Task prompt -
Where the string "canvas" occurs in a line of the data below, that line should be copied.

(Items from a data source)
=== Begin Enclosure ===

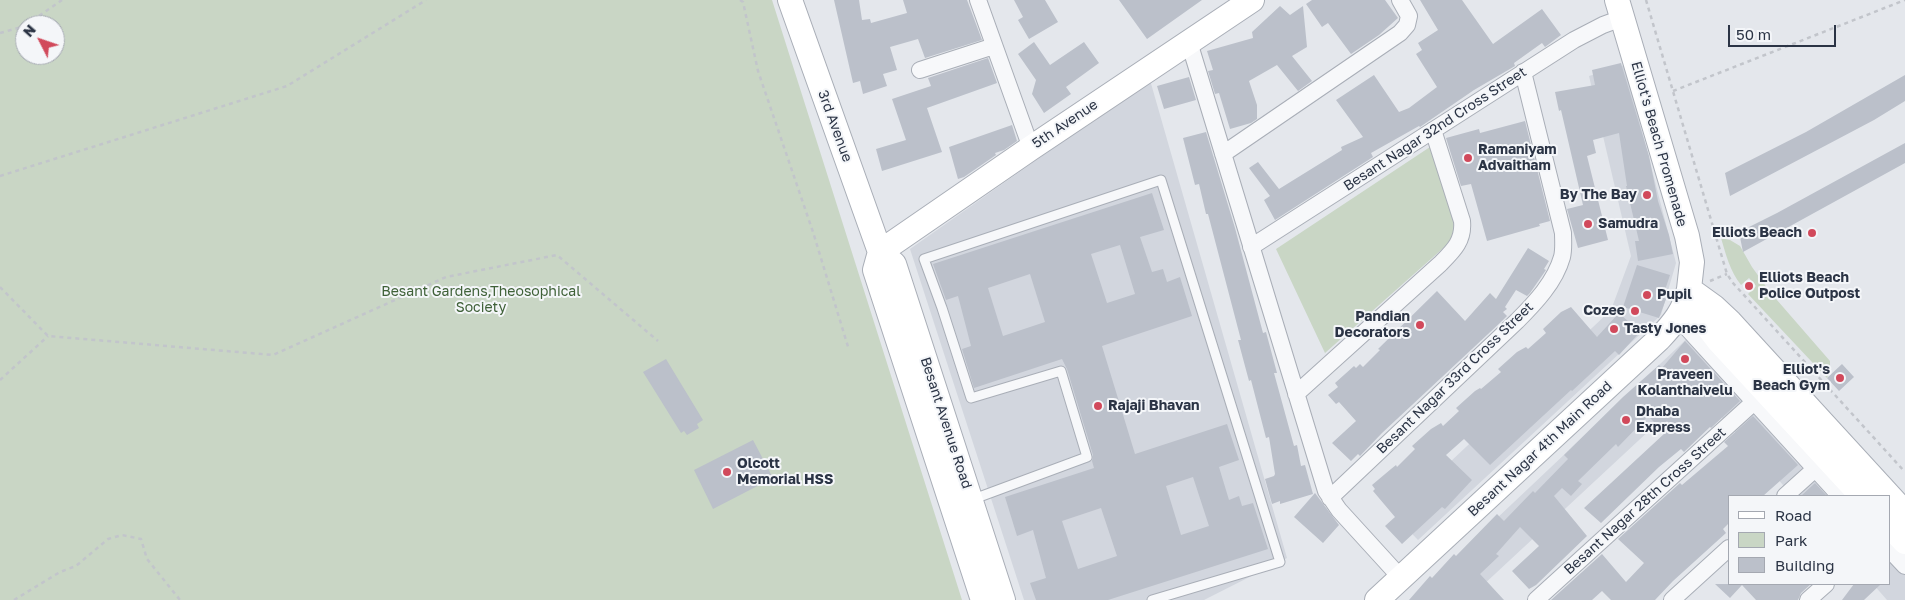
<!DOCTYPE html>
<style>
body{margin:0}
#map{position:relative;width:1905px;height:600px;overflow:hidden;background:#e4e7ec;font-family:"Golos Text",sans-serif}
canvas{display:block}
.legend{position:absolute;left:1728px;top:495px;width:162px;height:90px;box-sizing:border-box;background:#f4f6f9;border:1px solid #a4a8b1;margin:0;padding:6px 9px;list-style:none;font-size:15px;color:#2b3445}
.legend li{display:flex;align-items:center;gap:10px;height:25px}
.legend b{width:25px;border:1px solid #a4a8b1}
.north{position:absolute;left:15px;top:15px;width:50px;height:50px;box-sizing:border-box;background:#f4f6f9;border:1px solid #a4a8b1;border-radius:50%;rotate:311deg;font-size:14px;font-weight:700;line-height:20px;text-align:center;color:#2b3445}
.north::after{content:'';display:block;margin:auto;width:18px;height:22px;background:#d1495b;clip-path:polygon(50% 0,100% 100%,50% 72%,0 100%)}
.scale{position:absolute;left:1728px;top:25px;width:108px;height:22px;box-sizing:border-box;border:2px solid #2b3445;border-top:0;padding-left:6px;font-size:15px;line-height:18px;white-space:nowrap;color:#2b3445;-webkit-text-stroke:4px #f4f6f9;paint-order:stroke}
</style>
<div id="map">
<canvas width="1905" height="600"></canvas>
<ul class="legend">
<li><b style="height:6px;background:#fff"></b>Road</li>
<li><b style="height:14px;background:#c9d6c5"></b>Park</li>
<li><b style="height:14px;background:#bbc0ca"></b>Building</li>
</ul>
<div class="north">N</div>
<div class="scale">50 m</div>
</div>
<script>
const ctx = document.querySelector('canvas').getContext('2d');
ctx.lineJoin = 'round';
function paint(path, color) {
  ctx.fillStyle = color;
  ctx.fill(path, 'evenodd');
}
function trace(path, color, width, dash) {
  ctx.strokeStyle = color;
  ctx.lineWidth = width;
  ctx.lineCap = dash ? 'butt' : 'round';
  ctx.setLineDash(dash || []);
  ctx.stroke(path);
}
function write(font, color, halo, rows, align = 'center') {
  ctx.font = font + ' "Golos Text",sans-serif';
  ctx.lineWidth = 4;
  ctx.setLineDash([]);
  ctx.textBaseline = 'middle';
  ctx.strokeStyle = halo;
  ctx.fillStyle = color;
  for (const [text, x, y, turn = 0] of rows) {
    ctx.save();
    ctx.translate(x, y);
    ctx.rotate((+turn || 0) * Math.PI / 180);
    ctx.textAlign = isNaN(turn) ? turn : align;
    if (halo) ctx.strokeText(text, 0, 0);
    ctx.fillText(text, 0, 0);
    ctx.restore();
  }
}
paint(new Path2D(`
 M 1625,65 L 1676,263 L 1661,315 L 1418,540 L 1394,515 L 1611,310 L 1631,256 L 1589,76 Z
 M 1150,80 L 1287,558 L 1204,600 L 1024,600 L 910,249 Z
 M 1696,330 L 1843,496 L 1793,496 L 1695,388 L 1467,600 L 1421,590 Z
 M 1889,548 L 1905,566 L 1905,600 L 1887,600 L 1873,584 L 1889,584 Z`), '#d2d6de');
paint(new Path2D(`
 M 0,0 L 772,0 L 962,600 L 0,600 ZM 25,25 L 55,25 L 55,55 L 25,55 Z
 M 1430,147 L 1458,235 L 1325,353 L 1276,249 Z
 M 1721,238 L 1730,240 L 1740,246 L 1752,267 L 1770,292 L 1830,361 L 1830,370 L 1827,378 L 1748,294 L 1756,286 L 1749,278 L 1741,285 C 1730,271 1726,255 1721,238 Z`), '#c9d6c5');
paint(new Path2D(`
 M 834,0 L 859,0 L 862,20 L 870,19 L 871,23 L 907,13 L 903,0 L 967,0 L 982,40 L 925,58 L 918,39 L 890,47 L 897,70 L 883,74 L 887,86 L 863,94 L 860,81 L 853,83 Z
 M 1014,0 L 1045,0 L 1058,22 L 1029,39 L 1018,20 L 1023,17 Z
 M 1119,0 L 1202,0 L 1147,39 Z
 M 1312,0 L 1385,0 L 1398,18 L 1379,35 L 1351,54 L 1328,23 L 1322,27 L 1306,4 Z
 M 1420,0 L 1462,0 L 1493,44 L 1542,9 L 1561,35 L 1545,47 L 1542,43 L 1514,63 L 1515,66 L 1474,90 L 1420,127 L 1419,126 L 1371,153 L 1373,157 L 1275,220 L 1264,200 L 1270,196 L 1249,168 L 1258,162 L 1279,189 L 1342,150 L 1341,147 L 1363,137 L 1336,100 L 1374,75 L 1399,112 L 1409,108 L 1437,87 L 1416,54 L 1422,50 L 1418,43 L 1438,30 Z
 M 1280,6 L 1290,15 L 1303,6 L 1307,47 L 1292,56 L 1312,81 L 1298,91 L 1277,65 L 1249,81 L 1257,105 L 1257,119 L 1251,123 L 1230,129 L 1219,93 L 1215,94 L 1208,71 L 1213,70 L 1207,51 L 1253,38 L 1252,32 Z
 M 1034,42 L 1050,65 L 1084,42 L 1099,63 L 1066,87 L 1071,94 L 1044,113 L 1032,94 L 1036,80 L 1018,54 Z
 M 988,58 L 997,83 L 927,108 L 942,152 L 882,171 L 876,149 L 906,140 L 892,99 L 931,86 L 928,78 Z
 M 1621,63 L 1649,156 L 1658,201 L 1669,235 L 1673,254 L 1638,261 L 1635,241 L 1639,241 L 1626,186 L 1627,186 L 1619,133 L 1593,140 L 1596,153 L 1587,156 L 1608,240 L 1578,248 L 1567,209 L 1583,205 L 1561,110 L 1559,111 L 1555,92 L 1595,85 L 1592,70 Z
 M 1905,75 L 1905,101 L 1874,120 L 1730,196 L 1725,173 L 1806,132 Z
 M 1189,77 L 1196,100 L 1164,109 L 1157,86 Z
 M 1525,121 L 1550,221 L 1539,224 L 1540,226 L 1487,241 L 1471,184 L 1461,186 L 1446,138 L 1479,129 L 1480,133 Z
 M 1012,125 L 1017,141 L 1004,150 L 995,153 L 996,155 L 964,177 L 958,179 L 949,147 Z
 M 1206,132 L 1235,228 L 1263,333 L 1266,332 L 1277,373 L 1274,373 L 1294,446 L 1297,445 L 1301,466 L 1305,465 L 1313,494 L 1280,504 L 1280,501 L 1272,504 L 1265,479 L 1274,476 L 1275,474 L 1269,437 L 1266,438 L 1251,380 L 1249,381 L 1238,340 L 1241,340 L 1208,214 L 1206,214 L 1199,184 L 1195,185 L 1183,138 Z
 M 1905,143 L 1905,163 L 1743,252 L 1739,232 L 1777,213 Z
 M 1152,193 L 1164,230 L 1140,237 L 1152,272 L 1163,269 L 1167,282 L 1180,277 L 1192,316 L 1102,346 L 1135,454 L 1227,424 L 1239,460 L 1219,467 L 1229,500 L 1239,496 L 1242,506 L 1253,503 L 1268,549 L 1108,600 L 1036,600 L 1030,583 L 1046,578 L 1033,530 L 1017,536 L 1005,497 L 1094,468 L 1092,461 L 1093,455 L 1067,369 L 1062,359 L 974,388 L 962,349 L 971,346 L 958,296 L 946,300 L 933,264 ZM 1120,245 L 1135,294 L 1107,303 L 1091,254 ZM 1030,274 L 1045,322 L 1003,336 L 988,288 ZM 1193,477 L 1209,526 L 1181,535 L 1166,486 ZM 1101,508 L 1117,556 L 1078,569 L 1062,521 Z
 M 1528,248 L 1549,261 L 1544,269 L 1546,270 L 1530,293 L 1527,296 L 1516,290 L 1505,307 L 1507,309 L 1503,312 L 1507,316 L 1502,321 L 1382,433 L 1360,456 L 1358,454 L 1351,461 L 1332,443 L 1356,421 L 1339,402 L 1336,404 L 1328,395 L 1338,387 L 1335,383 L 1354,366 L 1356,368 L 1360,364 L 1363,367 L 1380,350 L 1378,349 L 1437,291 L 1465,321 L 1490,293 L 1496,299 Z
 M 1637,265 L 1670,275 L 1665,290 L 1669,291 L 1659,318 L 1623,307 Z
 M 1571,307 L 1597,337 L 1619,313 L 1640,332 L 1619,355 L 1615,351 L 1572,391 L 1571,390 L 1490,465 L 1464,439 L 1446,455 L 1472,480 L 1445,509 L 1442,507 L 1402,544 L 1385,526 L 1395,517 L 1373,491 L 1375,489 L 1372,485 L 1391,469 L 1396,465 L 1397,467 L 1415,449 L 1412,446 L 1431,429 L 1441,423 L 1443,426 L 1459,411 L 1456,408 L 1475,391 L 1480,388 L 1481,389 L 1501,372 L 1498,369 L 1517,352 L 1526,347 L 1528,349 L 1546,333 L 1543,329 L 1561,312 Z
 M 1685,341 L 1740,401 L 1711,428 L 1710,427 L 1684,452 L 1681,449 L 1659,467 L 1601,523 L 1584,508 L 1665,433 L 1648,416 L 1618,447 L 1616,444 L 1578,481 L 1582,484 L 1571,496 L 1562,488 L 1554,496 L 1587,536 L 1536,585 L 1529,589 L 1512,571 L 1539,546 L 1520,527 L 1496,554 L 1499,556 L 1480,574 L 1504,600 L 1409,600 L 1430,576 L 1432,578 L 1454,554 L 1456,556 L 1497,514 L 1504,521 L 1533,491 L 1535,493 L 1568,459 L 1564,455 L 1623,397 L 1659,365 L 1662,368 Z
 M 666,359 L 703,420 L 697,424 L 699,428 L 687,435 L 684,431 L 681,433 L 643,372 Z
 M 1842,364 L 1854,377 L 1839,391 L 1827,378 Z
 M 1753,416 L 1798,465 L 1763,496 L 1729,496 L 1729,523 L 1723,529 L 1726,533 L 1673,581 L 1655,600 L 1611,600 L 1602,591 L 1592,600 L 1551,600 L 1602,554 L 1626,582 L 1644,563 L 1618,539 L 1680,483 L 1682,485 L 1728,446 L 1724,442 Z
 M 753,440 L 773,478 L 713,509 L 694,470 Z
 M 1815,483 L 1827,496 L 1801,496 Z
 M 1315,493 L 1339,525 L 1323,543 L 1294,517 Z
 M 1715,584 L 1811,584 L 1801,593 L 1798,600 L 1756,600 L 1742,585 L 1730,598 Z
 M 1854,584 L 1881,584 L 1864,600 L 1842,600 Z`), '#bbc0ca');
const lane = new Path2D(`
 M 971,500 L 1087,457 L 1061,371 L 971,398 L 942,308 L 924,259 L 1161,180 L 1280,562 L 1152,600`);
const street = new Path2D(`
 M 978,0 L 1031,148
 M 1189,42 L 1326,491 L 1339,510 L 1401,578
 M 920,70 L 994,46
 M 1223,154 L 1400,33 L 1407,25 L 1409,16 L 1400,0
 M 1251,247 L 1574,40 L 1603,25 L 1622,18
 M 1678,318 L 1840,496
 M 1296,394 L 1440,264 C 1453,251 1464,241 1462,221 L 1433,130
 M 1785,496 L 1815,469
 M 1330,498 L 1517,321 C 1535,303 1555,282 1562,257 C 1564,249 1563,241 1563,233 L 1523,72
 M 1889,549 L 1905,566
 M 1536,600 L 1754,402
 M 1672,600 L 1729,548
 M 1808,600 L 1826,584`);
const secondary = new Path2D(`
 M 790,0 L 880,252 L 894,264 L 1003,600
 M 1617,0 L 1687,236 L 1692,262 L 1689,289 L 1692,301 L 1698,314 L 1718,340 L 1862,496
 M 880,252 L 1031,148 L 1252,0
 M 880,252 L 875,270 L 983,600
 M 1689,289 L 1714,307 L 1730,322 L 1905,513
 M 1889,525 L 1905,542
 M 1377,600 L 1659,339 C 1673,324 1685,310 1689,289`);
trace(lane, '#a9aeb7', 11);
trace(street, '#a9aeb7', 18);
trace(secondary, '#a9aeb7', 26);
trace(new Path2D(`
 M 740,0 L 743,2 L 758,71 L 813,232 L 849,350
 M 1646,0 L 1727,274 L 1733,283 L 1905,472
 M 26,25 L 62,0
 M 0,33 L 25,26
 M 1673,91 L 1905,0
 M 0,176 L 287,86 L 426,0
 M 1710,281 L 1727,274
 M 0,287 L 48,336 L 273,355 L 446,277 L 557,255 L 658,341
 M 0,380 L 48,336
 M 14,600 L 60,572 L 76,566 L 108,539 L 122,535 L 141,539 L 147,559 L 180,600`), '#c2c5cb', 2.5, [4, 4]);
trace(lane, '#f7f8fa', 9);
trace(street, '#f7f8fa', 16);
trace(secondary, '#fff', 24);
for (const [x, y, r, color] of [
 [1468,158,5,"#d1495b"],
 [1647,195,5,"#d1495b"],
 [1588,224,5,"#d1495b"],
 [1812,233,5,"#d1495b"],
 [1749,286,5,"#d1495b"],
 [1647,295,5,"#d1495b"],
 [1635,311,5,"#d1495b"],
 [1420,325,5,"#d1495b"],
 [1614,329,5,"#d1495b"],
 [1685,359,5,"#d1495b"],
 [1840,378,5,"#d1495b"],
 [1098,406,5,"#d1495b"],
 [1626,420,5,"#d1495b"],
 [727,472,5,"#d1495b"]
]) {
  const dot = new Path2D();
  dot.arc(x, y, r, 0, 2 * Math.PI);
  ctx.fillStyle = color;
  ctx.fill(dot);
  trace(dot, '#f4f6f9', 2);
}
write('14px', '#2b3445', '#f4f6f9', [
 ["5th Avenue",1065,124,-34],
 ["3rd Avenue",835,126,70],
 ["Besant Nagar 32nd Cross Street",1435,129,-33],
 ["Elliot's Beach Promenade",1659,144,74],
 ["Besant Nagar 33rd Cross Street",1455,378,-44],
 ["Besant Avenue Road",946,423,72],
 ["Besant Nagar 4th Main Road",1540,449,-43],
 ["Besant Nagar 28th Cross Street",1645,501,-42]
]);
write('bold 14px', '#2b3445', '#f4f6f9', [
 ["Ramaniyam",1478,150],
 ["Advaitham",1478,166],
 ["By The Bay",1637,195,"right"],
 ["Samudra",1598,224],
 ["Elliots Beach",1802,233,"right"],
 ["Elliots Beach",1759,278],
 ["Police Outpost",1759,294],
 ["Pupil",1657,295],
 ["Cozee",1625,311,"right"],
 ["Pandian",1410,317,"right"],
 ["Decorators",1410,333,"right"],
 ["Tasty Jones",1624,329],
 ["Elliot's",1830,370,"right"],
 ["Beach Gym",1830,386,"right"],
 ["Praveen",1685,375,"center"],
 ["Kolanthaivelu",1685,391,"center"],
 ["Rajaji Bhavan",1108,406],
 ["Dhaba",1636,412],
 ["Express",1636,428],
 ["Olcott",737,464],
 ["Memorial HSS",737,480]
], 'left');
write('14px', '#3f6138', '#f4f6f9', [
 ["Besant Gardens,Theosophical",481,292],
 ["Society",481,308]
]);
</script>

=== End Enclosure ===

Your solution -
canvas{display:block}
<canvas width="1905" height="600"></canvas>
const ctx = document.querySelector('canvas').getContext('2d');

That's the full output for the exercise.